|Pay your own bills, ladies|
And finally, I got over my fear and signed on for Jobseekers Allowance. It took some swallowing of pride. A lot of swallowing of pride. I'd been working since the age of 16, when my dad dragged me to a local shop to apply for a part time job. I was used to earning my own money. Even though I'd been made redundant or had fixed-term contracts come to an end before, I'd always had just enough to keep myself going to the next job. But this time I had no choice. And anyway; I'd earned it. Hadn't I been paying my taxes and NI all those years?
It wasn't an easy experience. Going to the Job Centre every fortnight, I found that the staff seemed to be a little confused by me. They didn't understand what a web editor does. When I presented a spreadsheet of recruitment agencies I'd contacted and jobs I'd applied for, they wearily asked me to name two agencies I was registered with. They – unsurprisingly – couldn't find any jobs that fit my experience. When I went on the computers at the Job Centre, I was offered 16 hours a week jobs as a barmaid. In Leeds. Two hundred and fifty miles from where I live. That's one hell of a commute for 16 hours of minimum wage. And all this was for the princely sum of what I think was, at the time, £64.50 a week.
Of course, every penny counts, and it helped me from starving to death. But what about my mortgage? My gas and electricity bills? The broadband I needed to search for and apply for jobs? I had no option. I wasn't eligible for support with my mortgage or bills. I didn't have a partner to help carry the burden. My meagre savings quickly dwindled to nothing. I had one resort: the three credit cards I had an account with. This was before the credit crunch, and credit cards had been falling over themselves to get my money by giving me credit I couldn't keep up with. I was their ideal customer; I'd always paid on time, but never quite paid off the balance, giving them some nice juicy interest. They upped my limit often and sent me "credit card cheques", which allowed me to "pay" money into my current account.

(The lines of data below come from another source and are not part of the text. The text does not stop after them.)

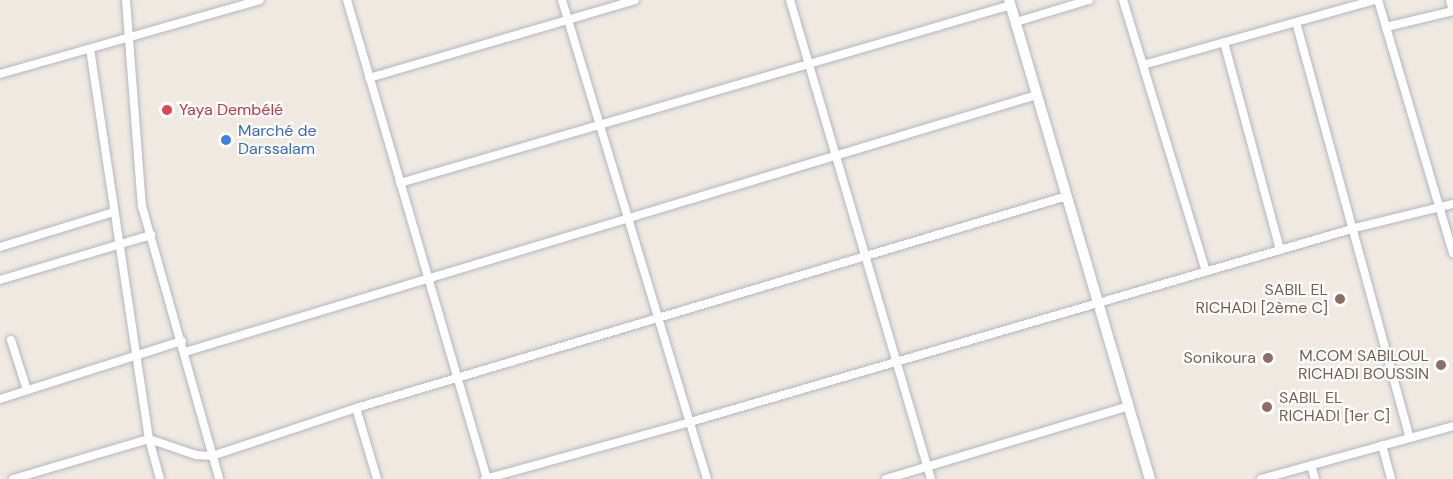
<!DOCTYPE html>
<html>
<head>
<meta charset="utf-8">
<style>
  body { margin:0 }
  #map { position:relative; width:1453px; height:479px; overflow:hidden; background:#efe9e1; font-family:"DM Sans",sans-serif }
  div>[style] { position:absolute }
  .roads { filter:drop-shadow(0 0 2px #b4b7c1) drop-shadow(0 0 2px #b4b7c1) }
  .minor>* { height:8px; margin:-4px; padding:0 4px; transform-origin:4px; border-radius:4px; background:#fff }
  .tertiary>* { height:10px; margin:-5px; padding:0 5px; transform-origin:5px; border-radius:5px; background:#fff }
  .dots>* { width:16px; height:16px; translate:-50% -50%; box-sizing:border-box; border:3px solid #fff; border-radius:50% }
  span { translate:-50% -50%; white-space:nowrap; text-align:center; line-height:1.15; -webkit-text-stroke:4.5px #fff; paint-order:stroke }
  .health-label { font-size:16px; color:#be3a42 }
  .left { translate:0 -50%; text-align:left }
  .shop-label { font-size:16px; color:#366cbe }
  .education-label { font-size:16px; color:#785e54 }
  .right { translate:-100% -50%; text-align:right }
</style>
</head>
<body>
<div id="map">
  <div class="roads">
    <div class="minor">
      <div style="left:126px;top:0;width:207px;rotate:85.6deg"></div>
      <div style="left:142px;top:206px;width:284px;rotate:74.2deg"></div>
      <div style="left:347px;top:0;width:499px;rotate:73.7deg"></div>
      <div style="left:562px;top:0;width:500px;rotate:73.16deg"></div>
      <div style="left:790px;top:0;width:499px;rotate:73.6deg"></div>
      <div style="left:1123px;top:0;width:283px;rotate:73deg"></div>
      <div style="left:1378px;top:0;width:264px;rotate:73.5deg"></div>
      <div style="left:1016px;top:22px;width:76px;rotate:-16.8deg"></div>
      <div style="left:1296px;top:22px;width:431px;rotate:74.7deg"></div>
      <div style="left:1386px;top:27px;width:69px;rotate:-13.4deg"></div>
      <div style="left:1453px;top:11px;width:11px;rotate:-105deg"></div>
      <div style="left:1224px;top:42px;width:215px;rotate:74.9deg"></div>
      <div style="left:90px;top:49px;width:394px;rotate:81.4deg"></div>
      <div style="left:149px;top:439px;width:41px;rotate:74.6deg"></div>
      <div style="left:1143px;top:65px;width:240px;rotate:-15.7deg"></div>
      <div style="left:0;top:74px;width:270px;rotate:-15.9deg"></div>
      <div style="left:369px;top:78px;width:277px;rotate:-16.3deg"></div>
      <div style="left:400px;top:183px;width:636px;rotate:-16.24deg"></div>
      <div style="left:0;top:247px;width:119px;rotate:-17.1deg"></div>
      <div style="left:0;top:280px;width:158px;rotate:-16.6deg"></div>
      <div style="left:11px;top:340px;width:52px;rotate:72.3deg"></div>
      <div style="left:185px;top:352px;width:890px;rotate:-16.79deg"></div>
      <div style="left:0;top:399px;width:191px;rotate:-17.7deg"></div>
      <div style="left:356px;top:408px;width:74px;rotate:73.5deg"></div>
      <div style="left:1382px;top:445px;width:35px;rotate:75deg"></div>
      <div style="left:1311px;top:465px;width:15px;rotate:74deg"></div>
      <div style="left:13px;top:479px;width:142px;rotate:-16.4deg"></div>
      <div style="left:149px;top:439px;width:50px;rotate:18.8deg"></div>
      <div style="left:196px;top:455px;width:16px;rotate:4deg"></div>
      <div style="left:212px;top:456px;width:152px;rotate:-18.4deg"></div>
      <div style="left:356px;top:408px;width:742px;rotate:-16.6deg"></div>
      <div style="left:485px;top:479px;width:213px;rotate:-15.5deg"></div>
      <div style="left:690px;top:422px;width:693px;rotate:-16.26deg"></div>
      <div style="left:1355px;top:228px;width:101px;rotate:-13.8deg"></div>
      <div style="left:886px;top:479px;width:254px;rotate:-16.7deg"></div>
      <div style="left:1261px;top:479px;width:199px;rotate:-15.4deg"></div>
    </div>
    <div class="tertiary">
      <div style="left:1009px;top:0;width:499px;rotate:73.6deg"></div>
    </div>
  </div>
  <div class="dots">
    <div style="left:167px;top:110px;background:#e0444e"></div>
    <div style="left:226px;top:140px;background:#3f7fe0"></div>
    <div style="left:1340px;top:299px;background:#8d6e63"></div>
    <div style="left:1268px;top:358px;background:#8d6e63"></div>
    <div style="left:1441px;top:365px;background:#8d6e63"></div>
    <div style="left:1267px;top:407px;background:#8d6e63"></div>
  </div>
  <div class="health-label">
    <span class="left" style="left:179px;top:110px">Yaya Dembélé</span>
  </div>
  <div class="shop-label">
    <span class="left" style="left:238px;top:140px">Marché de<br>Darssalam</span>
  </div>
  <div class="education-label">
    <span class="right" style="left:1328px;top:299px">SABIL EL<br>RICHADI [2ème C]</span>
    <span class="right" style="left:1429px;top:365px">M.COM SABILOUL<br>RICHADI BOUSSIN</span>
    <span class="right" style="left:1256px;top:358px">Sonikoura</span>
    <span class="left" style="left:1279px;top:407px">SABIL EL<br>RICHADI [1er C]</span>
  </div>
</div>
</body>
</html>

All the bills began to mount up with horrifying speed, and the credit cards were the only solution I could see. I was aware I was putting off the inevitable but my main priority was to keep the roof over my head. The Jobseekers Allowance didn't even scratch the surface, and my debt grew monstrous in my desperate scrabble to survive. My soul died a little each time I went back to the Job Centre, and each time I wrote myself a credit card "cheque" so the mortgage and bills could be paid for another month.
Since then, happily, I've found work. And since then, less happily, the credit crunch has happened. There's been a lot of blaming of victims since then. People who lived beyond their means; people who borrowed more than they can pay. Benefits are being slashed (although I understand the JSA is now an extravagant £67.50 a week). But sometimes good, honest people who want jobs get cornered. I'm not a "hard-working family" (as the politicians love to rhapsodise about) and I haven't been irresponsible. I haven't gone off on yachting holidays with my credit cards. I just tried to stay warm and dry. And I'll be paying the price for a very long time to come.
(Incidentally, every year when the budget comes out, and whenever cost of living is in the news, you'll hear me rant about the politicians' and media's focus is on the cost to "families". Being single and child-free is no Jimmy Choo and champagne life either. We don't get discounts, other than Council Tax. It's really hard when only one income is going in and the bills are still going up.)
While I have a permanent job now, with what should be a decent wage, I still barely make ends meet. The legacy of all that debt still bites deeply. The cost of living is going up, but wages aren't. I'm grateful for my job. And in a way, the credit corner I found myself was a blessing; I can no longer borrow so I'm forced – and have learned to – live within my means.
I'm aware, though, that I'm only a paycheque or two away from being in dire straits again. I'm also aware that a permanent job isn't really so permanent anymore so redundancy is a constant fear.
I'm glad I live in a country with a safety net, no matter how small. Don't get me wrong. But I'm watching what's happening in this country with an ever-growing sense of despair. The utilities companies are putting up prices on a regular basis, despite making very fat profits, and the government does nothing to regulate it. The benefits are being cut and I honestly can't work out how people can find a way out, no matter how much they want to work and pay their way. And the bills keep coming. For those who are in the position I once found myself in, wanting a job but unable to find one and with nowhere to turn, I despair.